> **Problem requirements**:
Write out all the data again, exactly as it stands.

-=-=-

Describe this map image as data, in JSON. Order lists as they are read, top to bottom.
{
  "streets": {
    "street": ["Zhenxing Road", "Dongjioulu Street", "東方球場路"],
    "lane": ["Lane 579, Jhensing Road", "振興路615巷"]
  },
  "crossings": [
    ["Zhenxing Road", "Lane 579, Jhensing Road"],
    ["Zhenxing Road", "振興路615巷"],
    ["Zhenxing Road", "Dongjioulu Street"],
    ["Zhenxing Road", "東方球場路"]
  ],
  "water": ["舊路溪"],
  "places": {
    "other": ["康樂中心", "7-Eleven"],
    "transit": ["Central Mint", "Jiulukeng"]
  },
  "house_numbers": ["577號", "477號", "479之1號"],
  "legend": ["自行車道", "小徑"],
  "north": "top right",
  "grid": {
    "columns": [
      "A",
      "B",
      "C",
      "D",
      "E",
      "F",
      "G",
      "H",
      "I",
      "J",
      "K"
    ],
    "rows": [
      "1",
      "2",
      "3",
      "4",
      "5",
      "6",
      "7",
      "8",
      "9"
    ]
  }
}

-=-=-

> **Result of the exercise**:
Describe this map image as data, in JSON. Order lists as they are read, top to bottom.
{
  "streets": {
    "street": ["Zhenxing Road", "Dongjioulu Street", "東方球場路"],
    "lane": ["Lane 579, Jhensing Road", "振興路615巷"]
  },
  "crossings": [
    ["Zhenxing Road", "Lane 579, Jhensing Road"],
    ["Zhenxing Road", "振興路615巷"],
    ["Zhenxing Road", "Dongjioulu Street"],
    ["Zhenxing Road", "東方球場路"]
  ],
  "water": ["舊路溪"],
  "places": {
    "other": ["康樂中心", "7-Eleven"],
    "transit": ["Central Mint", "Jiulukeng"]
  },
  "house_numbers": ["577號", "477號", "479之1號"],
  "legend": ["自行車道", "小徑"],
  "north": "top right",
  "grid": {
    "columns": [
      "A",
      "B",
      "C",
      "D",
      "E",
      "F",
      "G",
      "H",
      "I",
      "J",
      "K"
    ],
    "rows": [
      "1",
      "2",
      "3",
      "4",
      "5",
      "6",
      "7",
      "8",
      "9"
    ]
  }
}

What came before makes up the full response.